YOUR ASSIGNMENT ▸ Return the whole listing exactly, omitting the pictures.

[INPUT DATA]

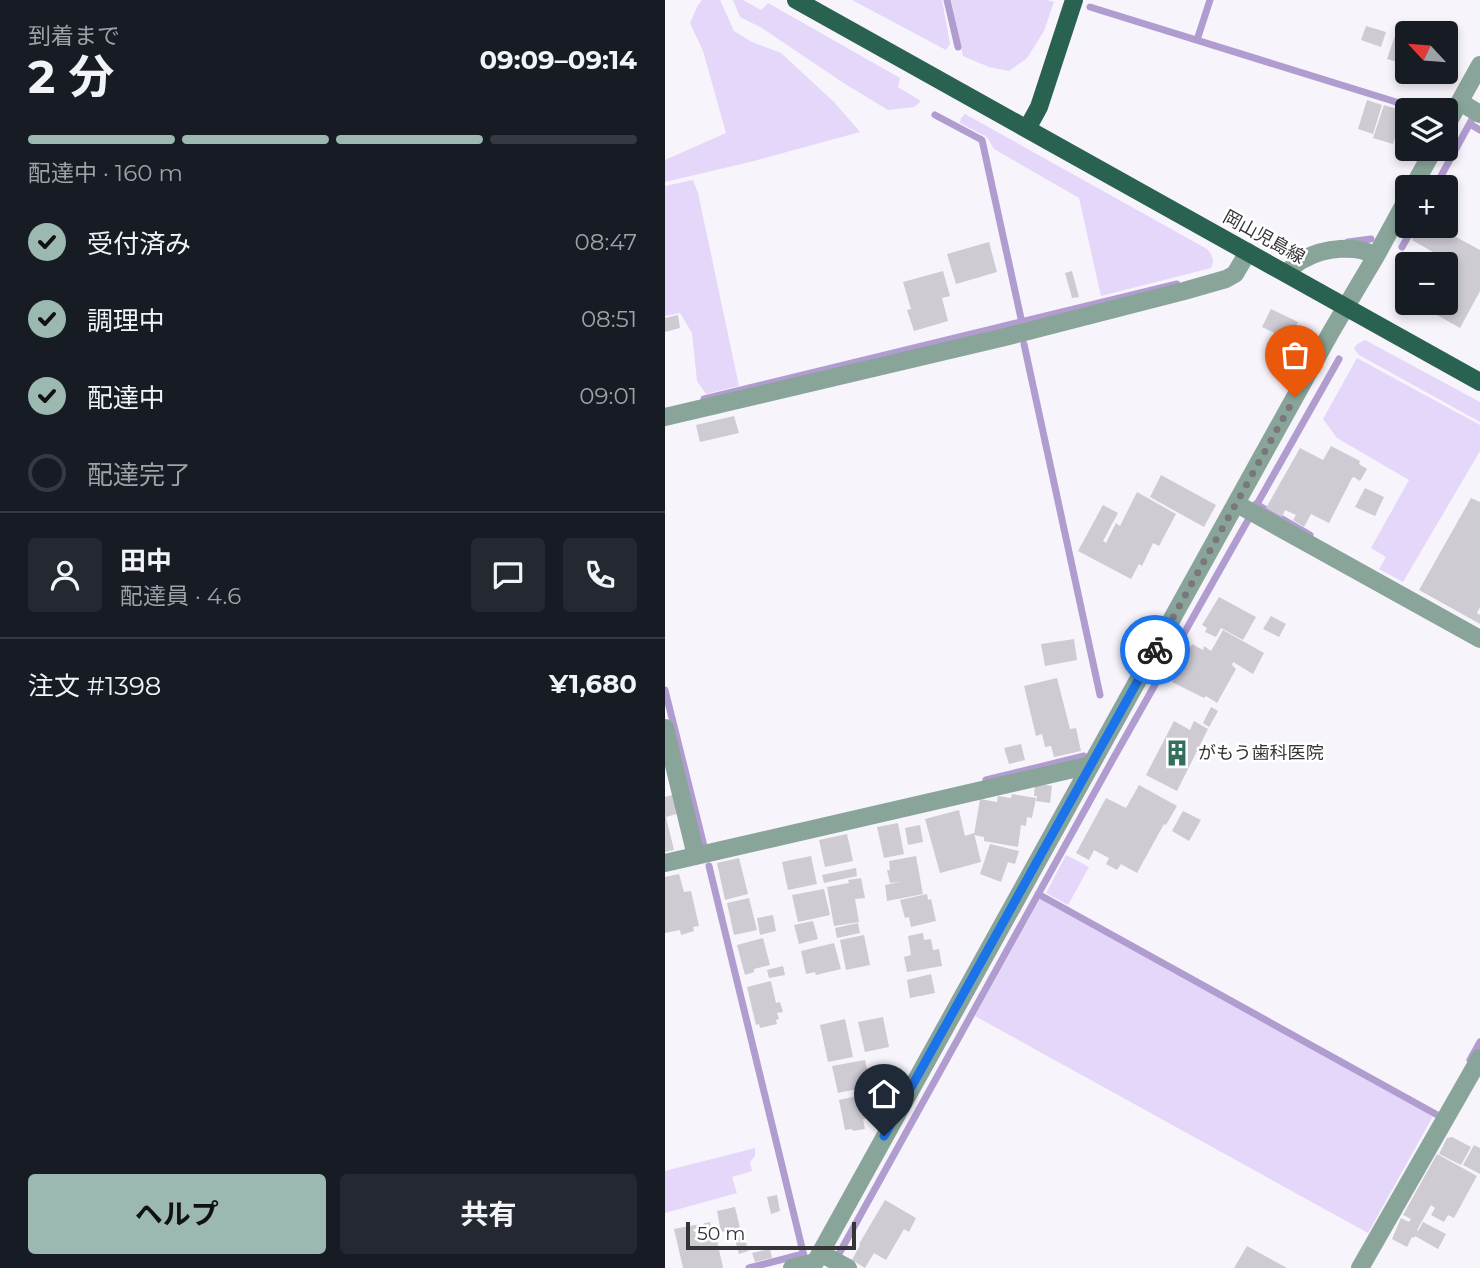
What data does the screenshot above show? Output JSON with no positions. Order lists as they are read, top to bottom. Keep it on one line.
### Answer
{"streets":{"main road":["岡山児島線"]},"places":{"building":["がもう歯科医院"]},"scale_bar":"50 m","north":"top left","page":{"heading":["2 分","到着まで","09:09–09:14"],"panel":["田中","配達員 · 4.6","注文 #1398","¥1,680"],"map_buttons":["+","−"],"bar":"配達中 · 160 m","list":[["受付済み","08:47"],["調理中","08:51"],["配達中","09:01"],"配達完了"],"buttons":["ヘルプ","共有"],"scale":"50 m"}}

[/INPUT DATA]

OUTPUT OF THE EXERCISE ▸
What data does the screenshot above show? Output JSON with no positions. Order lists as they are read, top to bottom. Keep it on one line.
### Answer
{"streets":{"main road":["岡山児島線"]},"places":{"building":["がもう歯科医院"]},"scale_bar":"50 m","north":"top left","page":{"heading":["2 分","到着まで","09:09–09:14"],"panel":["田中","配達員 · 4.6","注文 #1398","¥1,680"],"map_buttons":["+","−"],"bar":"配達中 · 160 m","list":[["受付済み","08:47"],["調理中","08:51"],["配達中","09:01"],"配達完了"],"buttons":["ヘルプ","共有"],"scale":"50 m"}}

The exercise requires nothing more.